PPP has been criticised heavily in academic ELT literature since the 1990s — particularly for assuming that language acquisition is a linear process (learn it, practise it, use it) when research suggests acquisition is messier and more unpredictable. These are valid criticisms. However, PPP remains effective in many contexts — especially in large classes, with lower-level students, for teaching grammar and functional language, and in contexts where the teacher needs a clear and predictable lesson structure. The criticism applies most strongly to PPP used exclusively, without variety, over long periods. As one framework among several, used where it fits best, PPP remains a sound and useful approach.
How is PPP different from the grammar discovery framework?
Both teach grammar, but in opposite directions. PPP is deductive: the teacher presents the rule (or the language in context), and students practise and apply it. Grammar discovery is inductive: students analyse examples and derive the rule themselves. PPP is faster and more teacher-controlled; grammar discovery is slower and more student-centred.
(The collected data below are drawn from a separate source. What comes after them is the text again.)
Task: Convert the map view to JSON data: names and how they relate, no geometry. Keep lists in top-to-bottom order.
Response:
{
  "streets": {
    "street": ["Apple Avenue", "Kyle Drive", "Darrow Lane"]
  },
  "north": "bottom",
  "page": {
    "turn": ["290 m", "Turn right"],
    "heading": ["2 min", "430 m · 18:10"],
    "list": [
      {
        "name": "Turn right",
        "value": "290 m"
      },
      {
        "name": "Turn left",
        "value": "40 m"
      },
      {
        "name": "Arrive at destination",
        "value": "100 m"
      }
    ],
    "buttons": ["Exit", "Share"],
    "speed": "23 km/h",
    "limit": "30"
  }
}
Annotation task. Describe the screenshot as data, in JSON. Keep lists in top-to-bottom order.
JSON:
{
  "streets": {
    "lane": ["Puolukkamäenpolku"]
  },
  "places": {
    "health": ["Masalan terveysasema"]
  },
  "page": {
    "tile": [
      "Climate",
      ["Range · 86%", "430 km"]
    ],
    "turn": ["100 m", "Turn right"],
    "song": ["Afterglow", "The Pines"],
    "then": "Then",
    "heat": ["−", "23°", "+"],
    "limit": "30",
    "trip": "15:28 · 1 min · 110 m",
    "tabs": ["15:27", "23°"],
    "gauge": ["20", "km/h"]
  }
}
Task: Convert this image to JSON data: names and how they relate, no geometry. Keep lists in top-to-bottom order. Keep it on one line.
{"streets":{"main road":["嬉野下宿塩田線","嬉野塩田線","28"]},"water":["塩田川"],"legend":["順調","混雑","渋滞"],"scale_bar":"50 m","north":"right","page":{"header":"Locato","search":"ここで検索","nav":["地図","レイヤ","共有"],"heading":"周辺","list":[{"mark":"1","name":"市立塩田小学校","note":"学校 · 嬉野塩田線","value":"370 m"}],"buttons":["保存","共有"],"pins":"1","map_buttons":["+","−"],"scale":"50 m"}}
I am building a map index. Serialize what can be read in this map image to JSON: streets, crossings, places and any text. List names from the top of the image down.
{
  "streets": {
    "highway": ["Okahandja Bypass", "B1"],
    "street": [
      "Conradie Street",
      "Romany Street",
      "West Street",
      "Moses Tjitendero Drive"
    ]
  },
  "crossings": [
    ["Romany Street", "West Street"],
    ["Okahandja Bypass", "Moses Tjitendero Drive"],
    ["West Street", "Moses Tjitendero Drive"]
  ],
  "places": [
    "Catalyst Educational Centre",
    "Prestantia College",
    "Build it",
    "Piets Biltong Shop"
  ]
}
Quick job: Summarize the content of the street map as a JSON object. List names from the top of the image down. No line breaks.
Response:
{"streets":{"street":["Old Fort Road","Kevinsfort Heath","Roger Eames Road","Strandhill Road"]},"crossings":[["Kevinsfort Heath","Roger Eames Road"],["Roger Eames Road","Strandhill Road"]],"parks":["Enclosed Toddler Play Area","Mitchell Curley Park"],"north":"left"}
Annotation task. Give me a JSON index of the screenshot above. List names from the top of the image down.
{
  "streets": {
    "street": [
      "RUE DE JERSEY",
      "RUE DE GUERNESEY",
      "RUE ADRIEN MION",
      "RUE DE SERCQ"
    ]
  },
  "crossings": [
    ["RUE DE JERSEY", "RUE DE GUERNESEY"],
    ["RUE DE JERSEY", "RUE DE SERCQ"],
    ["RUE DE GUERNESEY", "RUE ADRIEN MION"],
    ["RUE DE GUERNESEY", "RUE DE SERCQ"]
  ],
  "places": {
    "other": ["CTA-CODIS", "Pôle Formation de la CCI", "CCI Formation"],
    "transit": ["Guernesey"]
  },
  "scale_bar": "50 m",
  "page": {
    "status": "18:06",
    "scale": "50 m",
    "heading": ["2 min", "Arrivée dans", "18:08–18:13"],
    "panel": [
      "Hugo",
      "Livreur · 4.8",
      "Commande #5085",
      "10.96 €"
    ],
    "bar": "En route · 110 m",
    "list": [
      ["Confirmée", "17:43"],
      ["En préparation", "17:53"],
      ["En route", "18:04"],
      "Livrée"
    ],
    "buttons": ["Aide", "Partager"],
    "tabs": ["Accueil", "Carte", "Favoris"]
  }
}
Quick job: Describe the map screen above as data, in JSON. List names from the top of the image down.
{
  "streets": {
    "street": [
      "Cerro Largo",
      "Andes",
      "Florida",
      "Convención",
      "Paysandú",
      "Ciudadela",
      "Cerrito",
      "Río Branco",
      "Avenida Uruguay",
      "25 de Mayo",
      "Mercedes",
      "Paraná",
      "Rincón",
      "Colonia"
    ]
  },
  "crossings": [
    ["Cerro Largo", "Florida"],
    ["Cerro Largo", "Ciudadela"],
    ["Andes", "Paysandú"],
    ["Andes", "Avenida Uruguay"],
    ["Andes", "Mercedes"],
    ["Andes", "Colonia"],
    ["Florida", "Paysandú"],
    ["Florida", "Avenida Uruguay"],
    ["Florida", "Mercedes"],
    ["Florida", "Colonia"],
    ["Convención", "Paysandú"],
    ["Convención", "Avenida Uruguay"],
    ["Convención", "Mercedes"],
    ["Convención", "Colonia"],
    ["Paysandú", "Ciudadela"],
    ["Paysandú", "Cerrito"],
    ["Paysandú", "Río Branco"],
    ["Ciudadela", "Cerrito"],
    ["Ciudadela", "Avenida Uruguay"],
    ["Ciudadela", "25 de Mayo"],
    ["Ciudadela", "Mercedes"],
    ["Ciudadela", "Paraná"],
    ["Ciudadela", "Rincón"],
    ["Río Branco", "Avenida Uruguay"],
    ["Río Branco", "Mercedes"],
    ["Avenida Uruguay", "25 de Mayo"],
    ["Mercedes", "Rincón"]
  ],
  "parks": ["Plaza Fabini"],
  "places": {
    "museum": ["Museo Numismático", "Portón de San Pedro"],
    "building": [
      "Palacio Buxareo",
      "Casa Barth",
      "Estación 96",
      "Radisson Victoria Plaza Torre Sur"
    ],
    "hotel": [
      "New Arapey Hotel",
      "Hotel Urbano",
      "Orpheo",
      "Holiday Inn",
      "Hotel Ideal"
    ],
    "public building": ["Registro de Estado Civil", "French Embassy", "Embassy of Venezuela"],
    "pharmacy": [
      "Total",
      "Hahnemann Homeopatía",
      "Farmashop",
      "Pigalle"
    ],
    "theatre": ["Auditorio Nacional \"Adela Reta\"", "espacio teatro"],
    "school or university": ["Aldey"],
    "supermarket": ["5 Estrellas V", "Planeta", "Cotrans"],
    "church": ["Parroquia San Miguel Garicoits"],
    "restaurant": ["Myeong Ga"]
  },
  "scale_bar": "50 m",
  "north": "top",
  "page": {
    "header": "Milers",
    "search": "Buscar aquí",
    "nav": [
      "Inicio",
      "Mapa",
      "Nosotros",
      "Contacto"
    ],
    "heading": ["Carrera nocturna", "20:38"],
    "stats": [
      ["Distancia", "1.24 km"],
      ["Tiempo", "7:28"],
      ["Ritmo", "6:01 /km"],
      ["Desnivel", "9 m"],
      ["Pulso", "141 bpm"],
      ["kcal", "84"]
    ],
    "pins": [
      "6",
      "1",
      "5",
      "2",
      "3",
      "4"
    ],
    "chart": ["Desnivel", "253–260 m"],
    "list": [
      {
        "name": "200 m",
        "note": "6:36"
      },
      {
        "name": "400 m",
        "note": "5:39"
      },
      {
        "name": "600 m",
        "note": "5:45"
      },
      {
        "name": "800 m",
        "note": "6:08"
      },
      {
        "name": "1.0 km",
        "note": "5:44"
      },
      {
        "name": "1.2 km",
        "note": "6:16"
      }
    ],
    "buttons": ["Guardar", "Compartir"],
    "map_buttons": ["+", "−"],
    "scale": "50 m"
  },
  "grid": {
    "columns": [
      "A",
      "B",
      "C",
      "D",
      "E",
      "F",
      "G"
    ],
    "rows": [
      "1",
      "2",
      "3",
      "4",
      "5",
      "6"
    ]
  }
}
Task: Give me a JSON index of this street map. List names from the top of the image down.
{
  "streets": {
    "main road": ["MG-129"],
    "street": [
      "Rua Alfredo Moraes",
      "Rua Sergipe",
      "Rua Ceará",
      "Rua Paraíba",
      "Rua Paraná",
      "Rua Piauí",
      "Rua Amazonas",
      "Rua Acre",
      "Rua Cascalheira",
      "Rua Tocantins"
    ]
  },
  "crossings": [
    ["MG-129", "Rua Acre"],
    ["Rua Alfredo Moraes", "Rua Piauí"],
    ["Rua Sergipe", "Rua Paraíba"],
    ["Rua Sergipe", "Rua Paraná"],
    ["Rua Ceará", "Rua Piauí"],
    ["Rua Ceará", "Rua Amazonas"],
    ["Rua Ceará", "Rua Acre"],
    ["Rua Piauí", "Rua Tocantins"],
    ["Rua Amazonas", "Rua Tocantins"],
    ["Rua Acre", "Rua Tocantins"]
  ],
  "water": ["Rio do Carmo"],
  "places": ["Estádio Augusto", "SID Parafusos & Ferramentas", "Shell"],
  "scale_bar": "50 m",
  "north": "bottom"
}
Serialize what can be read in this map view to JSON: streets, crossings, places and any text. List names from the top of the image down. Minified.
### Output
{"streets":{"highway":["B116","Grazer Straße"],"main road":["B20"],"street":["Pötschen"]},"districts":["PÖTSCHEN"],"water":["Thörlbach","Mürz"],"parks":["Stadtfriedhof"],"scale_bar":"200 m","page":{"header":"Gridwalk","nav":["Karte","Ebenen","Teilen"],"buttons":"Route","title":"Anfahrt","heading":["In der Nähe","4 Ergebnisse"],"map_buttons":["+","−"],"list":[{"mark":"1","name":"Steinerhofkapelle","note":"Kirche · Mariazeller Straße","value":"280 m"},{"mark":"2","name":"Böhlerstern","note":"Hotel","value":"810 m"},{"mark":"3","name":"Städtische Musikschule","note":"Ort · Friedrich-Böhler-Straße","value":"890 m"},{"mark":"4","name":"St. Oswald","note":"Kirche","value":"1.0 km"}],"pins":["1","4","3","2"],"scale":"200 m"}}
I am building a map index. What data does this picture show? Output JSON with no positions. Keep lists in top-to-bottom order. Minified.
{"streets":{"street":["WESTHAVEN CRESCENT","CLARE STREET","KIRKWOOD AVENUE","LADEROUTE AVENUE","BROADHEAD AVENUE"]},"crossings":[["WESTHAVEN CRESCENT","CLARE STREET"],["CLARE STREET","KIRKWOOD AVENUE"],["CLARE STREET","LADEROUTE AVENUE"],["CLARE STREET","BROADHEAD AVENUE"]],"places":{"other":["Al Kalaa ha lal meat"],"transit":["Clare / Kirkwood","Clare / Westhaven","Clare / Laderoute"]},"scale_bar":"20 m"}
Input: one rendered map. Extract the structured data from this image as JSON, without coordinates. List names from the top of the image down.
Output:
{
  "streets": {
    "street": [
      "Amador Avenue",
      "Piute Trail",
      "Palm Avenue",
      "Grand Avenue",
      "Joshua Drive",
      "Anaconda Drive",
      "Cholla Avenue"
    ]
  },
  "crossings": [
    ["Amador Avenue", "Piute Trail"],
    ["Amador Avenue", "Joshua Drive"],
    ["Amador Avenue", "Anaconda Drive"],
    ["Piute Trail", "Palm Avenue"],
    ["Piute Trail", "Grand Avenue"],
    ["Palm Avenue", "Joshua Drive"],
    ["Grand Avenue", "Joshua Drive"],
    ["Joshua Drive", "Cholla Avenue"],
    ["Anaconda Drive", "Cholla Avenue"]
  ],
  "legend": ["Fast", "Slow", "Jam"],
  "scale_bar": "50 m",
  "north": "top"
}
PPP works better for lower-level students and more complex forms; grammar discovery works better for intermediate and advanced students and for forms with a clear discoverable pattern. Both approaches reach the same controlled and free practice stages — only the presentation differs.
What if students already know the target language?
Use TTT (Test-Teach-Test) instead — it diagnoses what students actually know before teaching and addresses only the gaps. If you discover mid-lesson that students already control the target language well, skip or compress the controlled practice and move quickly to the production stage, where you can work on more complex or nuanced uses of the language.
How long should the presentation stage be?
As short as possible while being complete. For most language points, 8–10 minutes is enough. The temptation to extend the presentation — to be thorough, to answer every possible question, to ensure students have understood every nuance before practising — is the most common cause of poor PPP lessons. Students learn more from practising and making errors than from listening to a longer explanation. Present the essentials, then practise.
What this framework is not

This is not an argument that PPP is the best or only framework. It is one framework among the fifteen on this site, each suited to different purposes. PPP works best when presenting new language to lower and intermediate levels, when the target language has a clear form and a clear communicative function, and when the class benefits from structure and predictability. It works less well for advanced learners, for recycling language students have partially acquired, or for developing the kind of fluency that emerges from genuine communicative pressure. Know when to use it — and when to reach for something else.